Basel II is not completely prescriptive. The regulators give banks the freedom to structure processes, data capture and workflow in a way that meets their business needs. But essentially, they need technology to help them do a risk and control self-assessment, and quantify their exposure. They have to track loss events, associated impacts and recoveries over a period of time, and come up with key risk indicators. In addition, all that data must be reported to internal and external constituencies including risk oversight committees within the company, the board of directors and bank supervisors.

Poor data management itself is a source of operational risk, and some argue that this may drive banks to replace aging core systems and disparate platforms. “One of the fundamental challenges for every large bank is how you link all of the client activities together,” says Fred Sommers, a partner at Basis Point Group in Boston.

In addition, important analytics and risk-sensitive data are often held in Microsoft Excel spreadsheets scattered on people’s desks throughout the organisation. For the most part, they are completely uncontrolled and full of errors. “We see this everywhere that we go,” says Yusef Jafry, co-founder and chief technology officer at Risk Integrated, which is located in the Isle of Man. “Every bank that we talk to says: ‘We’d love it if our data was all consistent, and we could solve Sarbanes Oxley, and we could solve our accounting risk, and we could solve operational risk for Basel II. But we’ve got all these spreadsheets’.”
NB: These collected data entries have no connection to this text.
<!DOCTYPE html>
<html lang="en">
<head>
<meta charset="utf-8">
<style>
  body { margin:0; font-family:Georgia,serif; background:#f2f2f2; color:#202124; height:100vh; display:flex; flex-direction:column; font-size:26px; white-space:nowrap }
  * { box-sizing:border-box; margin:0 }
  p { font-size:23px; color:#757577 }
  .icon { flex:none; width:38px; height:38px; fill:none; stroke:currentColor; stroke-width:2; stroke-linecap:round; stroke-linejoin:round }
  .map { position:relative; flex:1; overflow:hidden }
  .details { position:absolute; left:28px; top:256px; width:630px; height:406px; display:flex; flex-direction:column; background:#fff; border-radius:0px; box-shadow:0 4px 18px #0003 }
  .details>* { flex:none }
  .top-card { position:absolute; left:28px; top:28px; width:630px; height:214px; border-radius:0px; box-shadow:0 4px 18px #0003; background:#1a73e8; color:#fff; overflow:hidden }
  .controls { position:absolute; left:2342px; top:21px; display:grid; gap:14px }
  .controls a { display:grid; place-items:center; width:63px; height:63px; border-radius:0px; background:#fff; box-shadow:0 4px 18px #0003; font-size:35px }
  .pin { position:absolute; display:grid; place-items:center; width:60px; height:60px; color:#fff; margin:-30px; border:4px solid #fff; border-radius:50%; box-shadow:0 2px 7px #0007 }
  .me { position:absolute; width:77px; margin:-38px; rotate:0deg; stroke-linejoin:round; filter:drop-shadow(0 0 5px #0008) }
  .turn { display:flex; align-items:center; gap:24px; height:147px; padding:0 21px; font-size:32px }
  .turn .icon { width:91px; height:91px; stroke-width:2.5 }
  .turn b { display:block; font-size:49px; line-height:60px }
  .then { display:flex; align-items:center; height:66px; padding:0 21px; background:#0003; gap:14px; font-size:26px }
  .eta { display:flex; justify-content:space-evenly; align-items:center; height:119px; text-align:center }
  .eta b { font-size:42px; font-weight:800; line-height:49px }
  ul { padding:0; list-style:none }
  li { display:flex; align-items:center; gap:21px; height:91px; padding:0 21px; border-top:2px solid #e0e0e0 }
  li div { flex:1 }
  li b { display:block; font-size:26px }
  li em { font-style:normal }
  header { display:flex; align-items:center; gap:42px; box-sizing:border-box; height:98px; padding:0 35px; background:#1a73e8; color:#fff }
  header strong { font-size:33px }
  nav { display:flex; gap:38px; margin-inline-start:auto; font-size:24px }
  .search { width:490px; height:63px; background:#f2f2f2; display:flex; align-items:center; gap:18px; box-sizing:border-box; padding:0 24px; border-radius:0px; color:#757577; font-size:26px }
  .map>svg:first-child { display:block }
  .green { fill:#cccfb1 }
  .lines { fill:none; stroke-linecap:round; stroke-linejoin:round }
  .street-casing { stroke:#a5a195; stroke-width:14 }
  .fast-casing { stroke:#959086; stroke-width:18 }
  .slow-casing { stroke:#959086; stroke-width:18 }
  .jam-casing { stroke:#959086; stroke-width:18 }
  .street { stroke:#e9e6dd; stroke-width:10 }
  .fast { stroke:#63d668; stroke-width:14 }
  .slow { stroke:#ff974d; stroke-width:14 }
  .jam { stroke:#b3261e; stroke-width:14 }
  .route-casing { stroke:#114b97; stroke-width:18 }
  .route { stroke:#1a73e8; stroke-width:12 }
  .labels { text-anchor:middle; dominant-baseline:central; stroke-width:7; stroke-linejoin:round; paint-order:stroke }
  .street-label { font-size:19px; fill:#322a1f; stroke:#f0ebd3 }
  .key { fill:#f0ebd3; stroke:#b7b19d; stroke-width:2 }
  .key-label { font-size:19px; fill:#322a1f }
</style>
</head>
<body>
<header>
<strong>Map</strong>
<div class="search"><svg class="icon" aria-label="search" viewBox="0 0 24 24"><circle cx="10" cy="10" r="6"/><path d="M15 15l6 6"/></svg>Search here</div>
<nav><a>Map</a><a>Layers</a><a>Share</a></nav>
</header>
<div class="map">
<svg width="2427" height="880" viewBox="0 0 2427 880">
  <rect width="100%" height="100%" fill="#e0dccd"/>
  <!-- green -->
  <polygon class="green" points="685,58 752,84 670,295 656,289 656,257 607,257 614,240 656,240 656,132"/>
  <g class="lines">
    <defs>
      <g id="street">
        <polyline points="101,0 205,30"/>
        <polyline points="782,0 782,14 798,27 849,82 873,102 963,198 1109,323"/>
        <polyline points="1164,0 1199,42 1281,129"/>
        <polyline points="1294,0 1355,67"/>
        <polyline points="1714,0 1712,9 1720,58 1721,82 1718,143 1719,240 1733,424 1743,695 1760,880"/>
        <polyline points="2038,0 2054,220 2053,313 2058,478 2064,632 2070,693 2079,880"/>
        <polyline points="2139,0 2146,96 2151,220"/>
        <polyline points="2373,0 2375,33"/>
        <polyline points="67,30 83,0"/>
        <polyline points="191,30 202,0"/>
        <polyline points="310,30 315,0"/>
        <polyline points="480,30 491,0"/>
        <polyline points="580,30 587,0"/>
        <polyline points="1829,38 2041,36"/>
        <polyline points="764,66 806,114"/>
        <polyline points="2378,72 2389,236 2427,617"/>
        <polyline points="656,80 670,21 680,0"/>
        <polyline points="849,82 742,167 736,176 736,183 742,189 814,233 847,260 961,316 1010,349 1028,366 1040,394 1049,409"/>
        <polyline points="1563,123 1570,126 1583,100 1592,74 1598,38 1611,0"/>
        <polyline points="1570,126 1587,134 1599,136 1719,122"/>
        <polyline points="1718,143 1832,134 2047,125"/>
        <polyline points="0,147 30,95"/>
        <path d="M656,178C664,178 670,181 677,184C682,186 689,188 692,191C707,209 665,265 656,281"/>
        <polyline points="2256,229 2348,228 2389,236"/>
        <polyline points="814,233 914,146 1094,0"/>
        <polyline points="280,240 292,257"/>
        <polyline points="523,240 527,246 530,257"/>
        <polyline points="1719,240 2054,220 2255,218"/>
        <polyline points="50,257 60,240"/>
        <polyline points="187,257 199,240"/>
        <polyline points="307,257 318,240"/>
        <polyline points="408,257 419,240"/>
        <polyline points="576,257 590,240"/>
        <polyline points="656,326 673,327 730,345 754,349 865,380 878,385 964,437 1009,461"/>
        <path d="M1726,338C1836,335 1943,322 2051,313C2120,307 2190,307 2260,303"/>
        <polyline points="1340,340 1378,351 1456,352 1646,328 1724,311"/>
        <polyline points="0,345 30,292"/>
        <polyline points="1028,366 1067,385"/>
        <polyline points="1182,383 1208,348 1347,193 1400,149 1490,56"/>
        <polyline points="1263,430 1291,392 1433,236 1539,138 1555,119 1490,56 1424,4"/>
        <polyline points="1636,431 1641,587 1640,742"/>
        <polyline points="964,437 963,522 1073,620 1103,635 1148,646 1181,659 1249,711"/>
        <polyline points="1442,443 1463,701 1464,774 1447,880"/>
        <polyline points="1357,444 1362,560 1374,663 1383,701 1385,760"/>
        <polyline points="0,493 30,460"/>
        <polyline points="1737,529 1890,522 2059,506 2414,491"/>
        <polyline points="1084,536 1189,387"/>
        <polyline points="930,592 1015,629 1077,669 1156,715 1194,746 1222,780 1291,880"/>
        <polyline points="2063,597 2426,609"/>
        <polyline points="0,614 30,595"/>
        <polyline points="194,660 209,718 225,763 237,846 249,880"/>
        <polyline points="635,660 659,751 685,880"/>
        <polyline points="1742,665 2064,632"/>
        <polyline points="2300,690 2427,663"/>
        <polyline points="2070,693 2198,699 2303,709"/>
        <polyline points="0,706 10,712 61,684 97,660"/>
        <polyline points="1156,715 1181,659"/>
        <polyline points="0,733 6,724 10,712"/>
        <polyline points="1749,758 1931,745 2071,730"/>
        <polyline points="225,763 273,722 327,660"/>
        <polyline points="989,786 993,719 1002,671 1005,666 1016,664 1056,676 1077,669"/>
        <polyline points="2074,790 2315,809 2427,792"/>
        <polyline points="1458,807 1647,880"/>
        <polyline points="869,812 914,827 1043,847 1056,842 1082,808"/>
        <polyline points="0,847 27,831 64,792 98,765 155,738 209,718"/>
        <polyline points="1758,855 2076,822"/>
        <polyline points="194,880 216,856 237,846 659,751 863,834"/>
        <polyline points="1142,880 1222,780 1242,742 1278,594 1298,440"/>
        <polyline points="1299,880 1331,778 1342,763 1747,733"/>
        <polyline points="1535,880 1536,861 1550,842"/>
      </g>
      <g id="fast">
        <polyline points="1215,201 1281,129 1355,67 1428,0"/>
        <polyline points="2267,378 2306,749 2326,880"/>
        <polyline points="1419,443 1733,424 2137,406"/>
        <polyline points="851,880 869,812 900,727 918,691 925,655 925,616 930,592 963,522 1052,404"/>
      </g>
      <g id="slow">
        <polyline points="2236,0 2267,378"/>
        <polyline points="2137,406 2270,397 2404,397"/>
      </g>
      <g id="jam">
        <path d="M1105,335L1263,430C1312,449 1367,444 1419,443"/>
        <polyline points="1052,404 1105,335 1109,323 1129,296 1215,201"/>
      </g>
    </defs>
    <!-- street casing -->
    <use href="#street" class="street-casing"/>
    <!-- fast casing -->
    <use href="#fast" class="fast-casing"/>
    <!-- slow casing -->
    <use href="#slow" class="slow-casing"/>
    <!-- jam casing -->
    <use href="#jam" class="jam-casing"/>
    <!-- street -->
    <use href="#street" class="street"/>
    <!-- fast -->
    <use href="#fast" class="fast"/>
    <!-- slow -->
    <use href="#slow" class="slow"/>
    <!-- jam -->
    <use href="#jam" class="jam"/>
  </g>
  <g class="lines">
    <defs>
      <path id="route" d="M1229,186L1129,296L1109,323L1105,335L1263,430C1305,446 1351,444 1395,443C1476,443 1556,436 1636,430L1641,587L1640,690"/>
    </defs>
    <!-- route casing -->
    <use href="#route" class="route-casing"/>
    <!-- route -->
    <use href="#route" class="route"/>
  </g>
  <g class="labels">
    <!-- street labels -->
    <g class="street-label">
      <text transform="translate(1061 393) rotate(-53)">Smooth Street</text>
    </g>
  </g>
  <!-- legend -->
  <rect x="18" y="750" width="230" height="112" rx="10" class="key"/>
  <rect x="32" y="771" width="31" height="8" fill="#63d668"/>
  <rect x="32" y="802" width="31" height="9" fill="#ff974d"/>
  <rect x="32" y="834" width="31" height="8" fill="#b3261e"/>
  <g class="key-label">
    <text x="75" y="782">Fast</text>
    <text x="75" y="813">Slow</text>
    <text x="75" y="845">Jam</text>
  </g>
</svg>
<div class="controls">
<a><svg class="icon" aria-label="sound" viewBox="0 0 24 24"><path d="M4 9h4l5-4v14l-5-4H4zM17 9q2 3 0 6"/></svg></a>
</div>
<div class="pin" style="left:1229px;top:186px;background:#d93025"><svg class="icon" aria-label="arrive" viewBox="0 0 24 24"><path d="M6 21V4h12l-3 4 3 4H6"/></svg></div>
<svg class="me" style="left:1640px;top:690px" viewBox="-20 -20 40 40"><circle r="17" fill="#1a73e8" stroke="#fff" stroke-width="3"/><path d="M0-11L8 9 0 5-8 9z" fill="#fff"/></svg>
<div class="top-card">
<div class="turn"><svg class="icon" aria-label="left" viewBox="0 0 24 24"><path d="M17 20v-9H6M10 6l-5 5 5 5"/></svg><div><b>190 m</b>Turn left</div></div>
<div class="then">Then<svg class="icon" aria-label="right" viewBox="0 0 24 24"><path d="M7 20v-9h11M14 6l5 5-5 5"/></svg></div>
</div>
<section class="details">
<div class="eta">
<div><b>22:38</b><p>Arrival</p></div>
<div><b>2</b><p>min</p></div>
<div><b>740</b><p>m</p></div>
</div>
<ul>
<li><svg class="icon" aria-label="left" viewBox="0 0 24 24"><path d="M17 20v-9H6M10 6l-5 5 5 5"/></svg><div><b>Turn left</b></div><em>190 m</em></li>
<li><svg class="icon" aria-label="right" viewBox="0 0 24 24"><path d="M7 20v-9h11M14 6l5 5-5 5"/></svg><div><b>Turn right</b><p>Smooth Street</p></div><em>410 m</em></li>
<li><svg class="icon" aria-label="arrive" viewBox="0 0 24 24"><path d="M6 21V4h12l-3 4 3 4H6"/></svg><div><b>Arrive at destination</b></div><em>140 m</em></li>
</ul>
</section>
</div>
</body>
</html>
Since operational risk management can conceivably touch every person in the organisation, the ideal solution is for banks to deploy an enterprise system that can reach out to all the different geographies, product lines and functional organisations. Large IT vendors, including IBM and SAP, offer enterprise solutions to help banks mitigate operational risk. But if a bank is not an existing client of one of these vendors, they may not be inclined to replace their infrastructure with their product. Another solution is to leverage secure web services technology from these vendors to build proper, secure, robust data bridges across these disparate platforms.

According to O’Brien, banks should choose technology that is configurable and flexible so that it can adapt to their processes instead of having to change their processes to fit into the constraints of the technology. The more flexible and configurable the technology is, the more likely it is that their constituents in the business lines will adopt and use it. Since it may only be used quarterly, it should to be intuitive for the user. Also, it is useful to be able to tailor it to the individual, so that he or she sees data that is pertinent to them.

Not surprisingly, a significant amount of integration may be required depending on how sophisticated banks want to get in automatically populating internal systems. Generally, the system used for operational risk will have to interface with those that supply external loss data. It will also have to link up with the bank’s capital allocation engine, because calculating risk capital is very specialised and large banks have their own proprietary algorithms for that.

“There’s a lot of moving parts,” O’Brien notes. “That’s why I think most banks now aren’t trying to build this or put it all together themselves.”